• Exercise prompt:
From the data, copy out every line in which the word "مسجد" appears.

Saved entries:

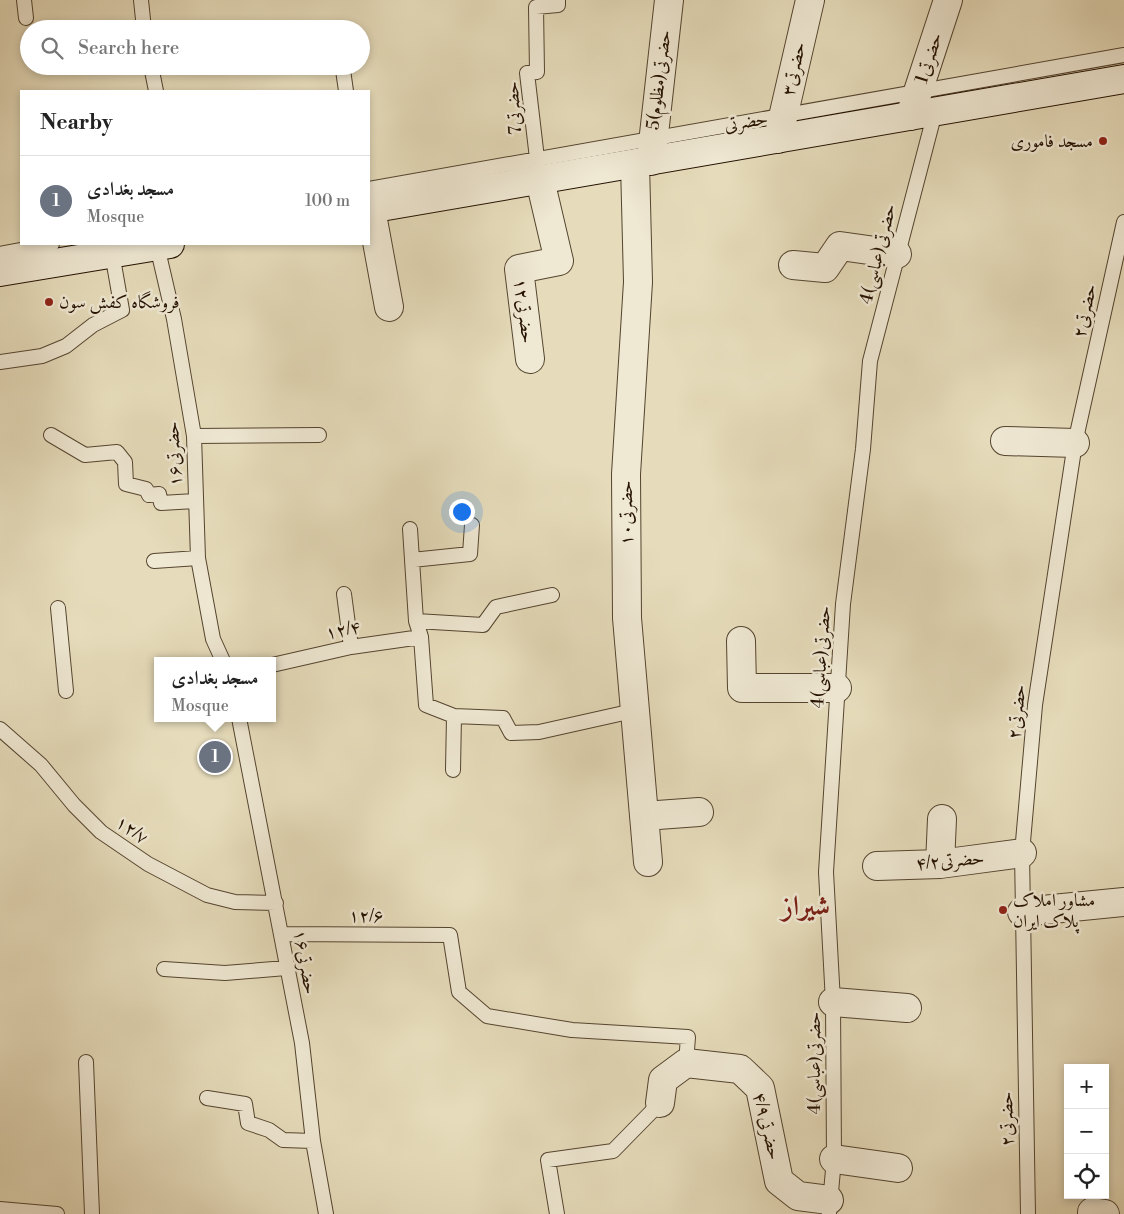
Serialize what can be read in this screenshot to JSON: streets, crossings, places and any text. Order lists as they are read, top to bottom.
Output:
{
  "streets": {
    "street": [
      "1حضرتی",
      "حضرتی۳",
      "5حضرتی(مظلوم)",
      "حضرتی",
      "حضرتی۱۲",
      "حضرتی۱۰",
      "حضرتی۴/۲",
      "حضرتی۴/۹"
    ],
    "lane": [
      "7حضرتی",
      "4حضرتی(عباسی)",
      "حضرتی۲",
      "حضرتی۱۶",
      "۱۲/۴",
      "۱۲/۷",
      "۱۲/۶"
    ]
  },
  "crossings": [
    ["1حضرتی", "حضرتی"],
    ["1حضرتی", "4حضرتی(عباسی)"],
    ["حضرتی۳", "حضرتی"],
    ["5حضرتی(مظلوم)", "حضرتی"],
    ["5حضرتی(مظلوم)", "حضرتی۱۰"],
    ["7حضرتی", "حضرتی"],
    ["7حضرتی", "حضرتی۱۲"],
    ["حضرتی", "4حضرتی(عباسی)"],
    ["حضرتی", "حضرتی۱۲"],
    ["حضرتی", "حضرتی۱۰"],
    ["4حضرتی(عباسی)", "حضرتی۴/۹"],
    ["حضرتی۲", "حضرتی۴/۲"],
    ["حضرتی۱۶", "۱۲/۷"],
    ["حضرتی۱۶", "۱۲/۶"],
    ["۱۲/۶", "حضرتی۴/۹"]
  ],
  "districts": ["شیراز"],
  "places": ["مسجد فاموری", "فروشگاه کفش سون", "مشاور املاک پلاک ایران"],
  "page": {
    "search": "Search here",
    "heading": "Nearby",
    "list": [
      {
        "mark": "1",
        "name": "مسجد بغدادی",
        "note": "Mosque",
        "value": "100 m"
      }
    ],
    "popup": ["مسجد بغدادی", "Mosque"],
    "pins": "1",
    "map_buttons": ["+", "−"]
  }
}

• The answer:
  "places": ["مسجد فاموری", "فروشگاه کفش سون", "مشاور املاک پلاک ایران"],
        "name": "مسجد بغدادی",
    "popup": ["مسجد بغدادی", "Mosque"],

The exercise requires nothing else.